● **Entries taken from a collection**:
Content starts

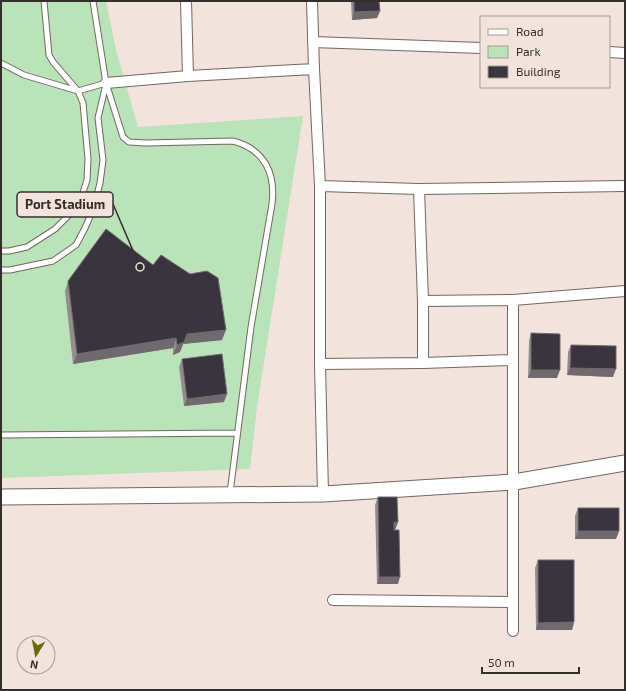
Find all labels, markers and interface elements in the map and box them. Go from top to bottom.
legend [480,16,610,88]
text: Road [516,24,544,38]
text: Park [516,44,541,58]
text: Building [516,64,561,78]
callout: Port Stadium [17,192,113,217]
text: Port Stadium [25,196,105,212]
north arrow [16,635,56,675]
scale bar [482,649,579,675]
text: 50 m [488,655,515,669]
text: N [29,658,39,672]

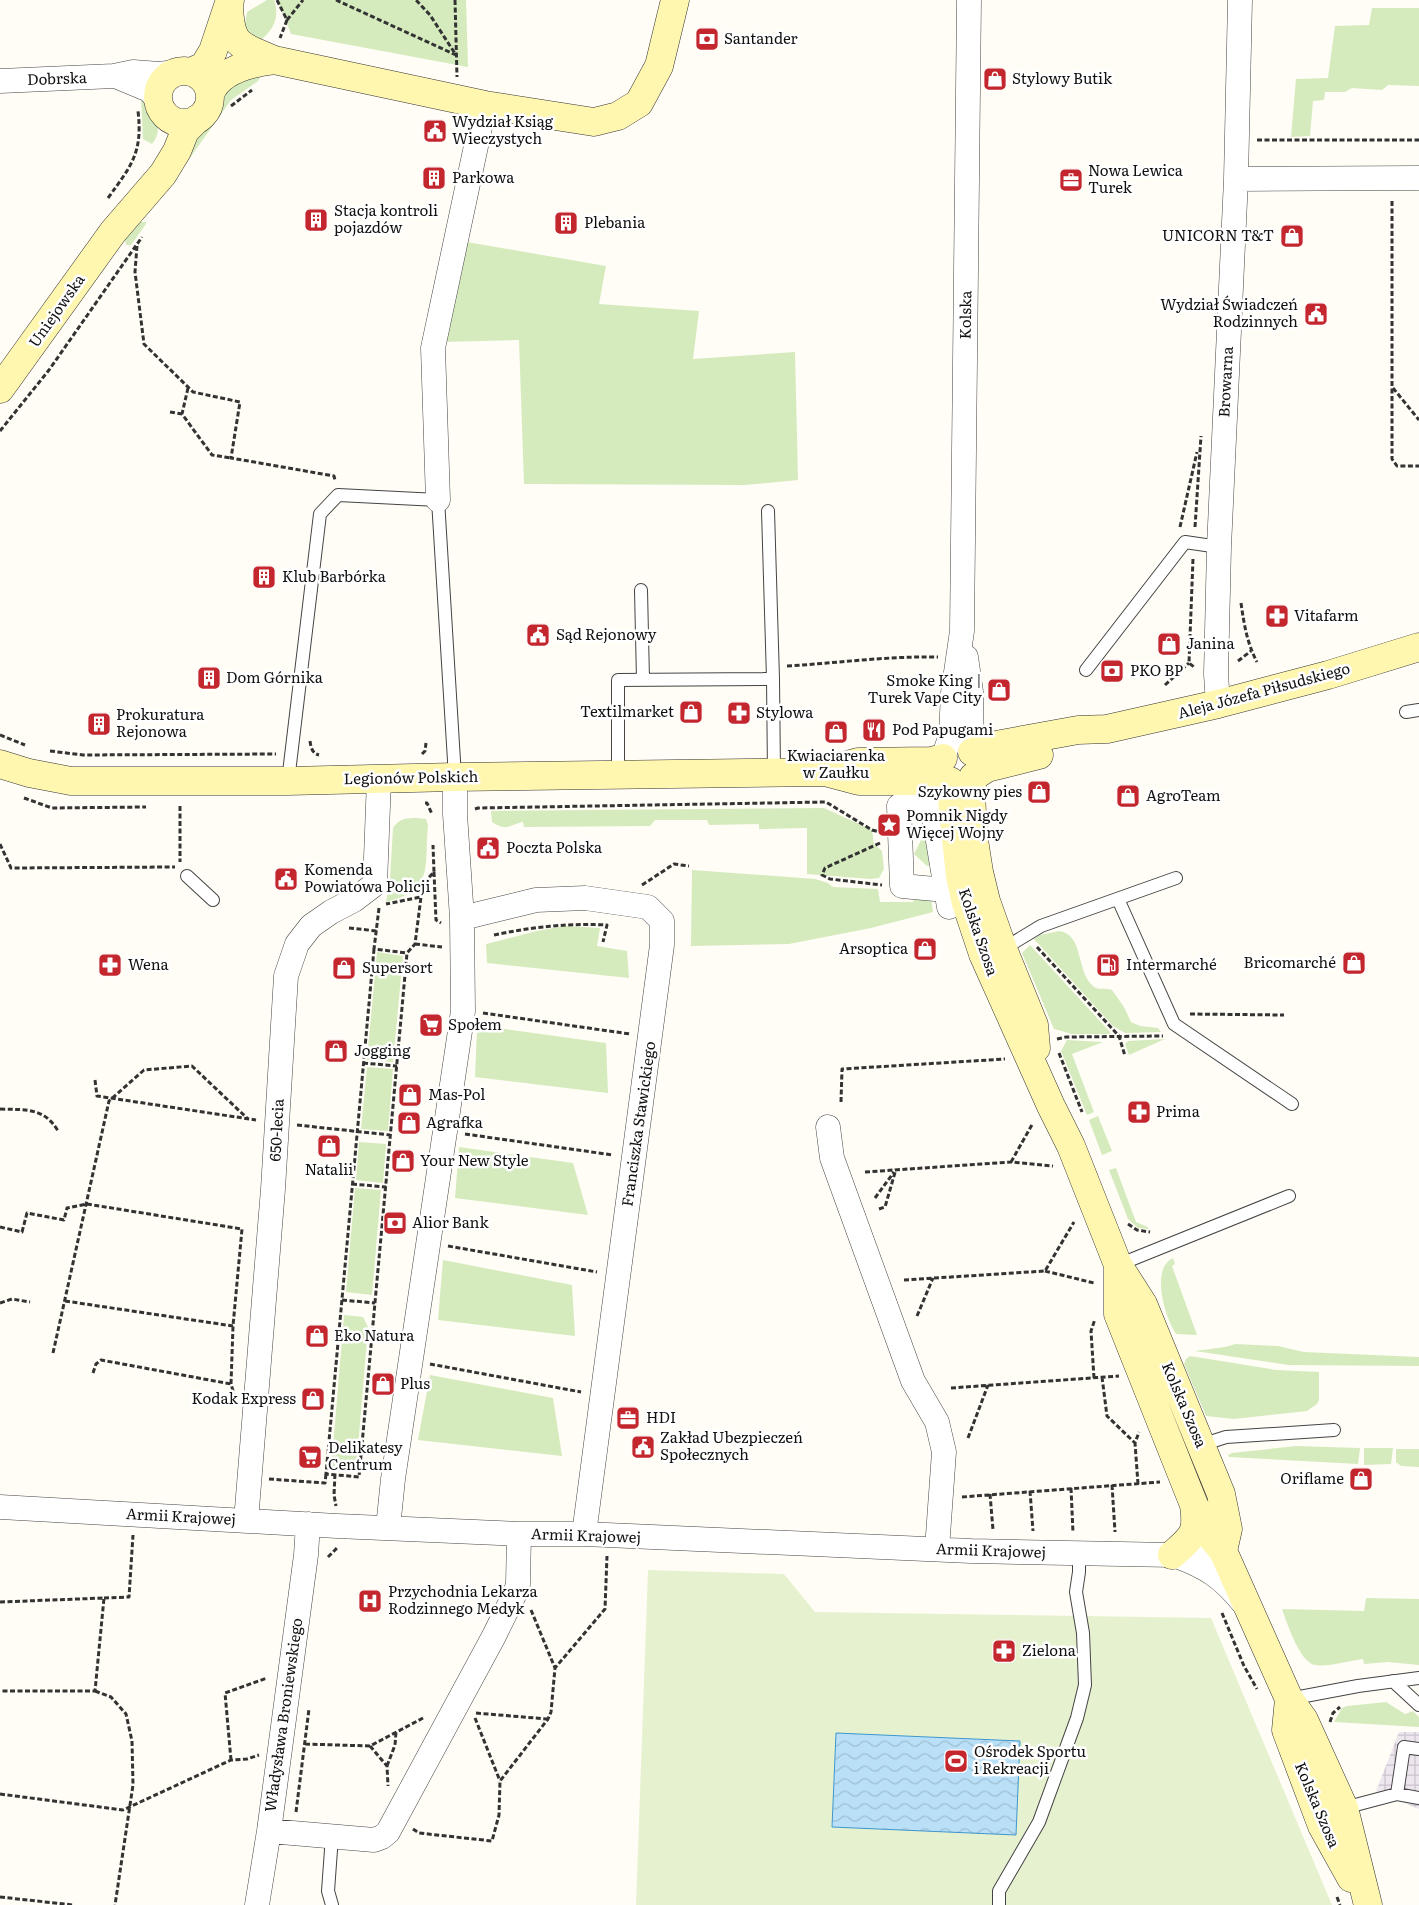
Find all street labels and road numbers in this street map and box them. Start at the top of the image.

Content ends

● **What to work on**: Although the entries contain pictures, reproduce only the rest, exactly as written.

● **Your solution**:
Find all labels, markers and interface elements in the map and box them. Go from top to bottom.
legend [480,16,610,88]
text: Road [516,24,544,38]
text: Park [516,44,541,58]
text: Building [516,64,561,78]
callout: Port Stadium [17,192,113,217]
text: Port Stadium [25,196,105,212]
north arrow [16,635,56,675]
scale bar [482,649,579,675]
text: 50 m [488,655,515,669]
text: N [29,658,39,672]

Find all street labels and road numbers in this street map and box them. Start at the top of the image.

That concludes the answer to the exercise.